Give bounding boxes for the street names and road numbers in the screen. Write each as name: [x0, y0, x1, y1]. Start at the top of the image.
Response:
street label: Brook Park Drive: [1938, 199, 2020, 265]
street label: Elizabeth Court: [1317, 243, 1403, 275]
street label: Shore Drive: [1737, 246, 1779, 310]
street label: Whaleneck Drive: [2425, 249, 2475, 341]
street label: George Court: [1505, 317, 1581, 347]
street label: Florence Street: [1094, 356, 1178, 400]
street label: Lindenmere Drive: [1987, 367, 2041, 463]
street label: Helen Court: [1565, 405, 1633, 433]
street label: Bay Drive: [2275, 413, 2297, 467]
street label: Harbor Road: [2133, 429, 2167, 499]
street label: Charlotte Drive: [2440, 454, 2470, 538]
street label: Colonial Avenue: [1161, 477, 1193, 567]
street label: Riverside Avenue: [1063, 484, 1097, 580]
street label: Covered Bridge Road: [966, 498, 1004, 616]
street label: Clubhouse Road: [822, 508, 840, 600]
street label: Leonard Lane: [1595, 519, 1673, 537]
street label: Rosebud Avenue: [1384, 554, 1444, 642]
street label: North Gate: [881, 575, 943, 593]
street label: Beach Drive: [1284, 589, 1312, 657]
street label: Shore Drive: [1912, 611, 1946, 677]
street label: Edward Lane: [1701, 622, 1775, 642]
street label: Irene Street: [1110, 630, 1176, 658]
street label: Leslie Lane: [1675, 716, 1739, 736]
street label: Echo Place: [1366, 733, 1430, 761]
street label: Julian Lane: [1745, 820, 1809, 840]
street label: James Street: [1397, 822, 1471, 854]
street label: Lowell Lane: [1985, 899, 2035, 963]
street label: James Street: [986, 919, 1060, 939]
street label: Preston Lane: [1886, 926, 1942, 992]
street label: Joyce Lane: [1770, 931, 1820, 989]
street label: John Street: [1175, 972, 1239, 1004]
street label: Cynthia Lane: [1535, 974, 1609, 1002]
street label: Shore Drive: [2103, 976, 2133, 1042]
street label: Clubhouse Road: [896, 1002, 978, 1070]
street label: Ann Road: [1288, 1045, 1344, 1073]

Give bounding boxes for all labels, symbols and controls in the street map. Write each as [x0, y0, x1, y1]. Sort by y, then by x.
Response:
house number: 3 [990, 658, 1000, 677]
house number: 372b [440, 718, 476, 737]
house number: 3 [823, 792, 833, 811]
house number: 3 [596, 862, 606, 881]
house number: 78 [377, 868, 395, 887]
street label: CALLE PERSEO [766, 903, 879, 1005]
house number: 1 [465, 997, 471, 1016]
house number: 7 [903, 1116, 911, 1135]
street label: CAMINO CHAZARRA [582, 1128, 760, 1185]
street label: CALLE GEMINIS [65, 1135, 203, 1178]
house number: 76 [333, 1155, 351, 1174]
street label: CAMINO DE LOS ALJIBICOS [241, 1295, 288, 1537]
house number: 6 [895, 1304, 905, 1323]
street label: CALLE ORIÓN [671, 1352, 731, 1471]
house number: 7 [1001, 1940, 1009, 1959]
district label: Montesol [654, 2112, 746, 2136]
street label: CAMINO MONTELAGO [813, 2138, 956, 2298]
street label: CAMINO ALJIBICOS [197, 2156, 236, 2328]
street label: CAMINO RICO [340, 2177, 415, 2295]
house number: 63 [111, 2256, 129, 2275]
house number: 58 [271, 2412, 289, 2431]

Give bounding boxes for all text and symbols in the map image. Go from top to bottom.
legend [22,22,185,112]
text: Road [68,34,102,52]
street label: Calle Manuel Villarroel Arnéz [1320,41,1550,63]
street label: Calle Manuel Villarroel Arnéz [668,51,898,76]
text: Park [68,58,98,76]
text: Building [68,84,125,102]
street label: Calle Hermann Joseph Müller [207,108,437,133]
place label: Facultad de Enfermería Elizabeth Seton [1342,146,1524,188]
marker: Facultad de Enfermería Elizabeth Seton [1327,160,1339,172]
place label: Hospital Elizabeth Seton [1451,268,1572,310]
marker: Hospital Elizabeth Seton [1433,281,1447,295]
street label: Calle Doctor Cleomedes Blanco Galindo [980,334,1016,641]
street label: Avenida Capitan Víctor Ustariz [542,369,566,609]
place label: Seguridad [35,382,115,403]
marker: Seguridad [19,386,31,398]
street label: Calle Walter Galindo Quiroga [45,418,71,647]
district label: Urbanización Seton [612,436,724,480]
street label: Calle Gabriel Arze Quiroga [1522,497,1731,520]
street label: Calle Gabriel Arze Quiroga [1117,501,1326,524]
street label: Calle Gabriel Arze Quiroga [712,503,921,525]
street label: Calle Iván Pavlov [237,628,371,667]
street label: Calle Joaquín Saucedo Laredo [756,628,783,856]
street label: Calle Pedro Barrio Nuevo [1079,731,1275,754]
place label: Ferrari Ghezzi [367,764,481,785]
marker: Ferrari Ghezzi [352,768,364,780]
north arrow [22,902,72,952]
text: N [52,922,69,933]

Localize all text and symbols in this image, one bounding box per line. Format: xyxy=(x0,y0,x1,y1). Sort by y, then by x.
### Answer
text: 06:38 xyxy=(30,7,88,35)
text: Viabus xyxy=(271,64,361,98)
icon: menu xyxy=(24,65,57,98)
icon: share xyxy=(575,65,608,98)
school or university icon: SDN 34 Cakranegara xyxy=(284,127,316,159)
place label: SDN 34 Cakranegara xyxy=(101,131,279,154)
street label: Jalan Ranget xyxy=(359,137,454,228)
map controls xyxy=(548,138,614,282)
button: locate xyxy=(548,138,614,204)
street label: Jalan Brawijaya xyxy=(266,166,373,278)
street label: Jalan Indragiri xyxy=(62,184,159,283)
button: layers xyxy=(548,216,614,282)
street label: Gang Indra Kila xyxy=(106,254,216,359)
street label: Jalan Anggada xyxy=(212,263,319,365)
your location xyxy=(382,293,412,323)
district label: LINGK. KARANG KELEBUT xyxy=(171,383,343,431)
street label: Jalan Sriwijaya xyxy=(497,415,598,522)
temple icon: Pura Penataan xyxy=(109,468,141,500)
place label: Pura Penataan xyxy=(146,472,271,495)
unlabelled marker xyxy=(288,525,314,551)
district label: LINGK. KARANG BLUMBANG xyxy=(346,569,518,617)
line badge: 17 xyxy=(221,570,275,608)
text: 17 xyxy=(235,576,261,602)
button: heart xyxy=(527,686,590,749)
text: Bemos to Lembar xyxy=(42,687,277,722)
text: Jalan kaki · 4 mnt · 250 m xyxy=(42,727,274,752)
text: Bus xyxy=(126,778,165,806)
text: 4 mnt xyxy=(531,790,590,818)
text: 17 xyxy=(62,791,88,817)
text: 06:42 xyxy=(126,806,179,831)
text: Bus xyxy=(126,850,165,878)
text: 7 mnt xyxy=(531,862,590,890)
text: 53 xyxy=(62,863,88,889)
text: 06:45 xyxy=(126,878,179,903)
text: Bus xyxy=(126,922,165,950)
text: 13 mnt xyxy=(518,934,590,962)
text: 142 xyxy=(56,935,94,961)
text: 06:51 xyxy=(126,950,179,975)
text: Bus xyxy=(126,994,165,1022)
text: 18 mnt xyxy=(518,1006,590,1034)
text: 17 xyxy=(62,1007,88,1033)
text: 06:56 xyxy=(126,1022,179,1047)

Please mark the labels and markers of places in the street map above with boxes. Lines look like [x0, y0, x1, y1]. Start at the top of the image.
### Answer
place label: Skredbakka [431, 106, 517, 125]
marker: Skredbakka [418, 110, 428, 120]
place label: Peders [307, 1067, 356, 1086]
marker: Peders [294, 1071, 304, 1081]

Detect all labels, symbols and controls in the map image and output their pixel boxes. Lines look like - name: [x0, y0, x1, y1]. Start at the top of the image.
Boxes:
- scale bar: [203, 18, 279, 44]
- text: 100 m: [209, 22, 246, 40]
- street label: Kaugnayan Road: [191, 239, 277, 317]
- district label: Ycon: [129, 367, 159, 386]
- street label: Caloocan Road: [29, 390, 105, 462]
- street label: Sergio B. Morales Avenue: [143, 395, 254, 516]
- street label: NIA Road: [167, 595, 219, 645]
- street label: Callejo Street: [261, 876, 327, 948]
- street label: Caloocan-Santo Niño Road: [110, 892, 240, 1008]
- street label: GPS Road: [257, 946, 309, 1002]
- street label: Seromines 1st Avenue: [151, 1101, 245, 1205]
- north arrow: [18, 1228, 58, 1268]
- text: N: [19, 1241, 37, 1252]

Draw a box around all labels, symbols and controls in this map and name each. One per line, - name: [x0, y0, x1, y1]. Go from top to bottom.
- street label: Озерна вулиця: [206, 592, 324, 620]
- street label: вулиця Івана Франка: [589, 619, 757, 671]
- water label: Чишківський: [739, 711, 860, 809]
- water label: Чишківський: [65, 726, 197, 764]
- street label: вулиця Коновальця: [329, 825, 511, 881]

■ ■ ■ ■ ■ ■ ■

▶ _TASK INSTRUCTIONS_: The string to find is "Cakranegara"; copy every line of the listing that has it.

▶ _SOLUTION FOR THIS EXERCISE_:
school or university icon: SDN 34 Cakranegara xyxy=(284,127,316,159)
place label: SDN 34 Cakranegara xyxy=(101,131,279,154)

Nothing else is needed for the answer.